Roger Federer sleeps 12 hours a day, which is helping his longevity
- Roger Federer doesn't feel right without 11-12 hours of sleep, and studies show that amount is helpful for athletes.
- Like Federer, several great Olympians and NBA legends swear by their slumber.
How much sleep does an elite athlete need? Or any athlete for that matter? Well, if you ask one of the greatest tennis players of all time, you might get a number at the higher end of the spectrum. Indeed, Roger Federer once said:
"If I don't sleep 11 to 12 hours per day, it’s not right. If I don't have that amount of sleep, I hurt myself."

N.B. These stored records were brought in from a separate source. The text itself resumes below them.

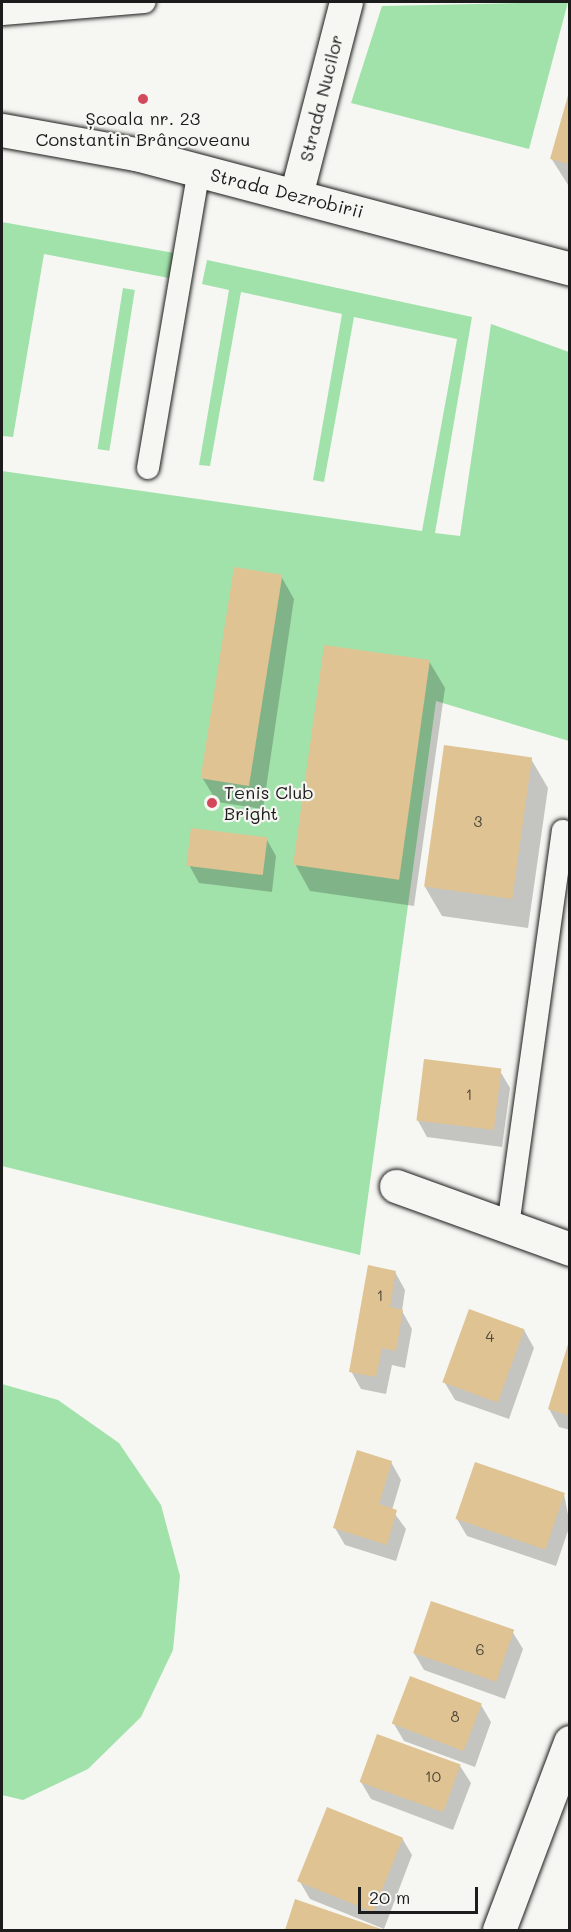 <!DOCTYPE html>
<meta charset="utf-8">
<style>
body{margin:0}
#map{position:relative;width:571px;height:1932px;overflow:hidden;background:#f6f6f2;font-family:Mali,sans-serif}
div>[style]{position:absolute}
.green>*{inset:0;background:#a1e2ab;transform-origin:0 0}
.shadow>*{inset:0;background:#0003}
.building>*{inset:0;background:#dfc393;transform-origin:0 0}
.roads{filter:drop-shadow(0 0 2px #1c1c1c) drop-shadow(0 0 2px #1c1c1c)}
.lane>*{height:22px;margin:-11px;padding:0 11px;transform-origin:11px;border-radius:11px;background:#f6f6f2}
.street>*{height:33px;margin:-16.5px;padding:0 16.5px;transform-origin:16.5px;border-radius:16.5px;background:#f6f6f2}
.secondary>*{height:33px;margin:-16.5px;padding:0 16.5px;transform-origin:16.5px;border-radius:16.5px;background:#f6f6f2}
.dots>*{width:16px;height:16px;translate:-50% -50%;box-sizing:border-box;border:3px solid #f6f6f2;border-radius:50%}
span{translate:-50% -50%;white-space:nowrap;text-align:center;line-height:1.15;-webkit-text-stroke:4.5px #f6f6f2;paint-order:stroke}
.number-label{font-size:15px;color:#4d463a}
.number-label span{-webkit-text-stroke-width:0}
.street-label{font-size:18px;color:#1c1c1c}
.poi-label{font-size:18px;color:#1c1c1c}
.left{translate:0 -50%;text-align:left}
.frame{position:absolute;inset:0;border:3px solid #1c1c1c;pointer-events:none}
.scale{position:absolute;left:358px;top:1887px;width:120px;height:27px;box-sizing:border-box;border:3px solid #1c1c1c;border-top:0;padding-left:8px;font-size:18px;line-height:21px;white-space:nowrap;color:#1c1c1c;-webkit-text-stroke:4px #f6f6f2;paint-order:stroke}
</style>
<div id="map">
<div class="green">
<i style="clip-path:polygon(568px 2px,529px 149px,351px 103px,382px 6px)"></i>
<i style="clip-path:polygon(2px 222px,174px 253px,169px 278px,44px 254px,13px 437px,2px 436px)"></i>
<i style="clip-path:polygon(207px 260px,472px 317px,435px 533px,460px 536px,491px 324px,569px 352px,569px 741px,436px 701px,360px 1255px,2px 1166px,2px 471px,422px 531px,457px 339px,354px 317px,324px 482px,313px 480px,342px 314px,241px 292px,210px 466px,199px 465px,229px 290px,202px 284px)"></i>
<i style="left:123px;top:288px;width:12px;height:163px;rotate:9deg"></i>
<i style="clip-path:polygon(2px 1384px,58px 1400px,119px 1443px,161px 1505px,180px 1576px,173px 1650px,141px 1717px,88px 1769px,23px 1800px,2px 1795px)"></i>
</div>
<div class="shadow">
<i style="clip-path:polygon(570px 95px,570px 188px,551px 158px)"></i>
<i style="clip-path:polygon(281px 576px,294px 599px,263px 809px,217px 802px,203px 779px)"></i>
<i style="clip-path:polygon(429px 661px,445px 688px,414px 906px,310px 891px,295px 864px)"></i>
<i style="clip-path:polygon(531px 759px,548px 788px,528px 928px,442px 916px,425px 887px)"></i>
<i style="clip-path:polygon(266px 838px,276px 856px,272px 892px,199px 883px,189px 865px)"></i>
<i style="clip-path:polygon(500px 1071px,510px 1088px,502px 1147px,427px 1137px,417px 1119px)"></i>
<i style="clip-path:polygon(395px 1272px,405px 1290px,402px 1311px,412px 1329px,405px 1368px,392px 1365px,386px 1394px,361px 1389px,351px 1371px)"></i>
<i style="clip-path:polygon(524px 1330px,534px 1348px,509px 1419px,455px 1400px,445px 1383px)"></i>
<i style="clip-path:polygon(570px 1345px,570px 1430px,559px 1427px,549px 1409px)"></i>
<i style="clip-path:polygon(391px 1462px,401px 1480px,392px 1510px,406px 1529px,396px 1561px,345px 1545px,335px 1528px)"></i>
<i style="clip-path:polygon(564px 1494px,570px 1525px,556px 1566px,467px 1536px,457px 1519px)"></i>
<i style="clip-path:polygon(512px 1631px,523px 1649px,505px 1699px,424px 1670px,414px 1653px)"></i>
<i style="clip-path:polygon(481px 1705px,491px 1722px,475px 1767px,404px 1741px,394px 1724px)"></i>
<i style="clip-path:polygon(460px 1766px,471px 1783px,453px 1830px,371px 1799px,361px 1782px)"></i>
<i style="clip-path:polygon(402px 1838px,412px 1855px,384px 1929px,310px 1899px,300px 1882px)"></i>
<i style="clip-path:polygon(296px 1901px,381px 1930px,286px 1930px)"></i>
</div>
<div class="building">
<i style="clip-path:polygon(569px 92px,570px 92px,570px 164px,550px 159px)"></i>
<i style="left:234px;top:567px;width:49px;height:214px;rotate:9deg"></i>
<i style="left:324px;top:645px;width:107px;height:222px;rotate:8deg"></i>
<i style="left:444px;top:745px;width:89px;height:143px;rotate:8deg"></i>
<i style="left:191px;top:828px;width:77px;height:38px;rotate:7deg"></i>
<i style="left:424px;top:1059px;width:78px;height:62px;rotate:7deg"></i>
<i style="clip-path:polygon(368px 1265px,396px 1271px,390px 1307px,403px 1310px,396px 1351px,382px 1348px,376px 1377px,349px 1372px)"></i>
<i style="left:469px;top:1309px;width:59px;height:78px;rotate:20deg"></i>
<i style="clip-path:polygon(569px 1341px,570px 1341px,570px 1416px,548px 1409px)"></i>
<i style="clip-path:polygon(357px 1450px,392px 1461px,379px 1504px,397px 1510px,387px 1545px,333px 1528px)"></i>
<i style="left:475px;top:1462px;width:95px;height:60px;rotate:19deg"></i>
<i style="left:431px;top:1601px;width:88px;height:55px;rotate:19deg"></i>
<i style="left:410px;top:1676px;width:77px;height:51px;rotate:21deg"></i>
<i style="left:377px;top:1734px;width:89px;height:51px;rotate:20deg"></i>
<i style="left:327px;top:1807px;width:82px;height:80px;rotate:22deg"></i>
<i style="clip-path:polygon(295px 1899px,384px 1930px,285px 1930px)"></i>
</div>
<div class="roads">
<div class="lane">
<i style="left:2px;top:14px;width:143px;rotate:-4.8deg"></i>
<i style="left:148px;top:468px;width:302px;rotate:-80.3deg"></i>
<i style="left:508px;top:1226px;width:399px;rotate:-82.1deg"></i>
</div>
<div class="street">
<i style="left:296px;top:195px;width:199px;rotate:-75.5deg"></i>
<i style="left:396px;top:1186px;width:185px;rotate:19.9deg"></i>
<i style="left:499px;top:1930px;width:201px;rotate:-69.3deg"></i>
</div>
<div class="secondary">
<i style="left:2px;top:130px;width:136px;rotate:10.2deg"></i>
<i style="left:136px;top:154px;width:449px;rotate:14.8deg"></i>
</div>
</div>
<div class="dots">
<i style="left:143px;top:99px;background:#d1495b"></i>
<i style="left:212px;top:803px;background:#d1495b"></i>
</div>
<div class="number-label">
<span style="left:478px;top:822px">3</span>
<span style="left:469px;top:1095px">1</span>
<span style="left:380px;top:1296px">1</span>
<span style="left:490px;top:1337px">4</span>
<span style="left:480px;top:1650px">6</span>
<span style="left:455px;top:1717px">8</span>
<span style="left:433px;top:1777px">10</span>
</div>
<div class="street-label">
<span style="left:321px;top:98px;rotate:-76deg">Strada Nucilor</span>
<span style="left:287px;top:193px;rotate:14deg">Strada Dezrobirii</span>
</div>
<div class="poi-label">
<span style="left:143px;top:129px">Școala nr. 23<br>Constantin Brâncoveanu</span>
<span class="left" style="left:224px;top:803px">Tenis Club<br>Bright</span>
</div>
<div class="frame"></div>
<div class="scale">20 m</div>
</div>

Does this change our preconceived notion that more than 8 to 9 hours of sleep is too much and harmful in the long run? Aren't all hard-working athletes supposed to wake up at the break of dawn and go about their day with ascetic discipline?

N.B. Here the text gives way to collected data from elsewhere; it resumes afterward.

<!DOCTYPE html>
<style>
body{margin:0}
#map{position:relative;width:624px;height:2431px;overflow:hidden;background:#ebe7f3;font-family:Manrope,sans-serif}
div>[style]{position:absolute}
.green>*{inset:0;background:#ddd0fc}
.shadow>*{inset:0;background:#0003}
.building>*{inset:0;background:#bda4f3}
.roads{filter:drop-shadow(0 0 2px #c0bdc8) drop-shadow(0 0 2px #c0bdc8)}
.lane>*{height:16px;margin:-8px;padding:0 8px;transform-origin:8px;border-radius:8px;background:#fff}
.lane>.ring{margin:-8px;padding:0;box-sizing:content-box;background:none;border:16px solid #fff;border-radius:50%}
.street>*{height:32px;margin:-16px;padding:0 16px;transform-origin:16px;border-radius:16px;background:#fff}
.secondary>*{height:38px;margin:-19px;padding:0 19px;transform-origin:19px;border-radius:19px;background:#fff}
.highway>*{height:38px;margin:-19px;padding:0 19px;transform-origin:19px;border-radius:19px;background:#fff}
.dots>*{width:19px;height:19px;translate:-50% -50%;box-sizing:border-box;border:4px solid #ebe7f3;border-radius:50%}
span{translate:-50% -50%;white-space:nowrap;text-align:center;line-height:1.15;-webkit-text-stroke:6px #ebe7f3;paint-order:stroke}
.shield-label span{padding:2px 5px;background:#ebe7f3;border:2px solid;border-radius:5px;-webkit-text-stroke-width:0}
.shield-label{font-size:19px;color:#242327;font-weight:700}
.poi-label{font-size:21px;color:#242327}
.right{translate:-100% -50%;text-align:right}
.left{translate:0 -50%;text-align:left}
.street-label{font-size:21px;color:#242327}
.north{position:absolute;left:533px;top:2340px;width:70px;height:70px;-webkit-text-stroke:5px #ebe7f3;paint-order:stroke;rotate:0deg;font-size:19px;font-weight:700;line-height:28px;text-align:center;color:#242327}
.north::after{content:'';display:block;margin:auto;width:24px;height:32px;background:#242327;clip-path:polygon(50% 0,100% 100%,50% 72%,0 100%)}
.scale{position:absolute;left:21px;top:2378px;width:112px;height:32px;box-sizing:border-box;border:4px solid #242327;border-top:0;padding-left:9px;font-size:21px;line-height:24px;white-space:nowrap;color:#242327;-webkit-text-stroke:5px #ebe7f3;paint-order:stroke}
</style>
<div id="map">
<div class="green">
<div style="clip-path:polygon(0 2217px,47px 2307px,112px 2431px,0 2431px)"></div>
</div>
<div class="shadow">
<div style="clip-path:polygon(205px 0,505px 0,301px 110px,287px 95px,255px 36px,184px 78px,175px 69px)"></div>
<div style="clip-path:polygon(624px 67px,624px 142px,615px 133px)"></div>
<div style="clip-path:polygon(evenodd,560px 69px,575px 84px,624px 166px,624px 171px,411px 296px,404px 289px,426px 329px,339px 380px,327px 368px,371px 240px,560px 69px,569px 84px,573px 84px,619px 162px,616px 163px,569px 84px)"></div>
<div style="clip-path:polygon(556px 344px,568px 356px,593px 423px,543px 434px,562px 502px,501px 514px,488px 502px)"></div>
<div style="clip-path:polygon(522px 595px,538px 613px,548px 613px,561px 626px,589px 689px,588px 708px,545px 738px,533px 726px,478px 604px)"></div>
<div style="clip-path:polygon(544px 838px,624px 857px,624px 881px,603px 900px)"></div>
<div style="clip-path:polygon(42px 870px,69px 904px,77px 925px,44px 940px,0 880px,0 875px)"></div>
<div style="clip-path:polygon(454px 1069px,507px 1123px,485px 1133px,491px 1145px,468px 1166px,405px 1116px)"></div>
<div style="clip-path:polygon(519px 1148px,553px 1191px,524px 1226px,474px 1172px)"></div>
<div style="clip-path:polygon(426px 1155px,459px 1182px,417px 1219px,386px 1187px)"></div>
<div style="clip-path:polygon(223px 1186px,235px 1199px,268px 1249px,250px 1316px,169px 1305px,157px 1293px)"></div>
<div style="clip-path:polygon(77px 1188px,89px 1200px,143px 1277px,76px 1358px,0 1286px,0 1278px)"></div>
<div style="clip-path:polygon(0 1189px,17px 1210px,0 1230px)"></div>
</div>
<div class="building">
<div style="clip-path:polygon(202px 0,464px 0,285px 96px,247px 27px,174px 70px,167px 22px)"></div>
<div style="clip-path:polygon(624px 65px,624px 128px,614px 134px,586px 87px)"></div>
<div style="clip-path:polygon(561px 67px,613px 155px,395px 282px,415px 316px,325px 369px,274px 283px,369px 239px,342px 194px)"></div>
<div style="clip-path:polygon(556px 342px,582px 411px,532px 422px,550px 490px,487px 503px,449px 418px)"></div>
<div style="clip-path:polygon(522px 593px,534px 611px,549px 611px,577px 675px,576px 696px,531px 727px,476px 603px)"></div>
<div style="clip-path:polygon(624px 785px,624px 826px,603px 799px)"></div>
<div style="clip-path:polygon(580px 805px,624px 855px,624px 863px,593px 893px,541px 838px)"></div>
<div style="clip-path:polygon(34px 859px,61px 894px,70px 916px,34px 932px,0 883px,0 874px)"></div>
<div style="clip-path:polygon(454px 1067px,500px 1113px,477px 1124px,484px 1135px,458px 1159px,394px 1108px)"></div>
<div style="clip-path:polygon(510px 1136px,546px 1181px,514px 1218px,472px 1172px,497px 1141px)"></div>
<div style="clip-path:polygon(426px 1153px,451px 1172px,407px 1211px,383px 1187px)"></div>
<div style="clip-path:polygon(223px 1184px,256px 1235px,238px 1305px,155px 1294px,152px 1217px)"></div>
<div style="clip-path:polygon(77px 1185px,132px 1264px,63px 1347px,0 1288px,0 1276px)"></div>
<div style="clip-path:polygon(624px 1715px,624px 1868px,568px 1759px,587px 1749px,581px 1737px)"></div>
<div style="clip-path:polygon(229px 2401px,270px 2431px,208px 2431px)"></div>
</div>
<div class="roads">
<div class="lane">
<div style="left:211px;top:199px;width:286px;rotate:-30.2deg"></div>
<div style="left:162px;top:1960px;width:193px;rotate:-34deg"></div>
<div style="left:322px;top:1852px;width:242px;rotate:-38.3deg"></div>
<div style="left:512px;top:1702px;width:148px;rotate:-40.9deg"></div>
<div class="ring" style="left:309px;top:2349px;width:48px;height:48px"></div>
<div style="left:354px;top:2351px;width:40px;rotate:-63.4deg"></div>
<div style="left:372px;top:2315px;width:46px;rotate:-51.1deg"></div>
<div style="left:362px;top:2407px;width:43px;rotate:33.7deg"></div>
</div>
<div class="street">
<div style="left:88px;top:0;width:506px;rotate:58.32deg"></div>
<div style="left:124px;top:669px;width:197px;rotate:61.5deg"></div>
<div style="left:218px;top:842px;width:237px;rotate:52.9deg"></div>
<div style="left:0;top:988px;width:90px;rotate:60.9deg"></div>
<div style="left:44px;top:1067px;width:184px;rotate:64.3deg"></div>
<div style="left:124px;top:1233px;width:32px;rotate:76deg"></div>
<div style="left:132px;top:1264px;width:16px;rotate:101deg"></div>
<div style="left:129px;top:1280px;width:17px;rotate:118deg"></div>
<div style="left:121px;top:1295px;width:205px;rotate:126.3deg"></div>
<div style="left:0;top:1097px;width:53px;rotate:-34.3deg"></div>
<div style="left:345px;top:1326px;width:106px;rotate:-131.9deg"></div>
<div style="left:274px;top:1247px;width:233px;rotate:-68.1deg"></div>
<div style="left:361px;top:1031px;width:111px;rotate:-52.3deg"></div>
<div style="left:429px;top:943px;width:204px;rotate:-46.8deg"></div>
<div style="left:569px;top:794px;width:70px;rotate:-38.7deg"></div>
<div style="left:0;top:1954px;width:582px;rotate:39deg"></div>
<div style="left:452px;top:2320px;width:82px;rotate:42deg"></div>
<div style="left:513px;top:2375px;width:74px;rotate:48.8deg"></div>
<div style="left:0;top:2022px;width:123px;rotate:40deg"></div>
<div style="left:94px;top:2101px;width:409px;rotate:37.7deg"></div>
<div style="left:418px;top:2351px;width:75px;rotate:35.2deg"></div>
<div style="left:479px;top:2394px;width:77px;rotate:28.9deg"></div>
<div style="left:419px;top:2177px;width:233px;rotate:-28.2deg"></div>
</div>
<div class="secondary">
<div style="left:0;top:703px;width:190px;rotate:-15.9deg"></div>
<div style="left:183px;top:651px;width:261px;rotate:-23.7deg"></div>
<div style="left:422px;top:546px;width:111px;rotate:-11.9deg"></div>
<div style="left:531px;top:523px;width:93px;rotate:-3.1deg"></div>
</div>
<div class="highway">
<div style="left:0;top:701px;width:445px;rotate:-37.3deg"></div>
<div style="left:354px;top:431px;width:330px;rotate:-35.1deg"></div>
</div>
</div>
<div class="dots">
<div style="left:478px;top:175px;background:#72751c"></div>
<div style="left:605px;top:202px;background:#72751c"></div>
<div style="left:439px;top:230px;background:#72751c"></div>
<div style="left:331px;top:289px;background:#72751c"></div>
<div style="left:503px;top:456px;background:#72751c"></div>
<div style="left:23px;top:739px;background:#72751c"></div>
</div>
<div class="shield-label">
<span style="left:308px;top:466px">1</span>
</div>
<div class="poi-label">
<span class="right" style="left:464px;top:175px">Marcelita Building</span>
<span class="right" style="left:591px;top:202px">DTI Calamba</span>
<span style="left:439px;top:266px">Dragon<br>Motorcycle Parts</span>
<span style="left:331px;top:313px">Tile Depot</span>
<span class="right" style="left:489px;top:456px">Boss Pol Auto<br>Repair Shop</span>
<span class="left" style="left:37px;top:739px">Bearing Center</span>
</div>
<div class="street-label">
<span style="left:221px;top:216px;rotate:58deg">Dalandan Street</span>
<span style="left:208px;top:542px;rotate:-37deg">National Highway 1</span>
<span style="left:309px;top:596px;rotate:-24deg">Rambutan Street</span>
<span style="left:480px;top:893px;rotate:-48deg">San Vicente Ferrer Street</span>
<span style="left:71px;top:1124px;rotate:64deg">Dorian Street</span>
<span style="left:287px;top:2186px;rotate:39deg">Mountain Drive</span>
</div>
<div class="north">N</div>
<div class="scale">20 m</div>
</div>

Sleep scientists think not; they actually give a thumbs up to Roger Federer's sleep routine. A number of studies have shown that sportspersons actually need more sleep than the average Joe because recovery is crucial to them performing at peak levels.
Since professional athletes exert themselves so strenuously on an average day, their body suffers more than the normal share of wear and turn - leading to chronic inflammation. And sleeping more than eight hours goes a long way towards countering that inflammation, and helping the individual recover fully for the next day.
Roger Federer is believed to sleep for 10 hours at night with a two-hour daytime nap thrown in. But even with half of each day of his life spent in blissful slumber, the Swiss maestro has managed to win a record 20 Grand Slams. And he continues to be one of the best in the business in a highly-demanding sport even at the age of 38.
Maybe those hours spent regrouping have something to do with his awe-inspiring longevity?
Many other great athletes sleep a lot, in addition to Roger Federer
Another certified champion and the current holder world record holder in the 100m and 200m sprints, Usain Bolt also sleeps for about 10 hours a day. The former sprinter, often considered the greatest athlete of his time, also threw in naps during the day to keep himself energised.
"Sleep is extremely important to me -- I need to rest and recover in order for the training I do to be absorbed by my body," the Olympic champion once said.
LeBron James, one of the greatest athletes the game of basketball has ever produced, reportedly needs 12 hours of sleep to keep performing at the elite level. A four-time NBA MVP and three-time winner of the championship, LeBron is one of the fittest players on the court. Maybe he is just getting better sleep than his rivals!
Then there's the case of an athlete who took his sleep regimen to another level. Literally.
The most decorated Olympian of all time, Michael Phelps, simulated sleeping at an altitude of 8,500-9,000 feet. The benefits are obvious. With less oxygen, the body is made to work harder to supply energy to the muscles, thus enhancing performance at sea level.
It must have worked, because Phelps won 28 Olympic medals before hanging up his swimming trunks and taking some well-deserved rest.
Returning to tennis, it seems Roger Federer's elite colleague, Andy Murray, was sleeping for 12 hours a day during his winning Wimbledon run in 2013. The Scotsman became the first British tennis player in 77 years to win the crown.
Maria Sharapova has also been quoted to love her sleep.
At the opposite end of the spectrum is Rafael Nadal, one of the busiest players on court and Roger Federer's long-time rival. Nadal is not a fan of excessive sleeping, but even he ensures he gets those eight hours in during competition.
Only time will tell whether the demands of his highly-physical game will wear him down, or if he is able to match Roger Federer's longevity at the biggest stage.
Diet, exercise and training have always been considered the cornerstones to an athlete's success. But sleep might well be the fourth pillar required to make the edifice stand.
Roger Federer's is a case in point. Recovery is just as crucial to performance as the other three factors mentioned above, and Federer's longevity in tennis is proof of that.
As Roger Federer continues to pursue excellence in the twilight of his career, he would do well to ensure he is getting his sleep right as well.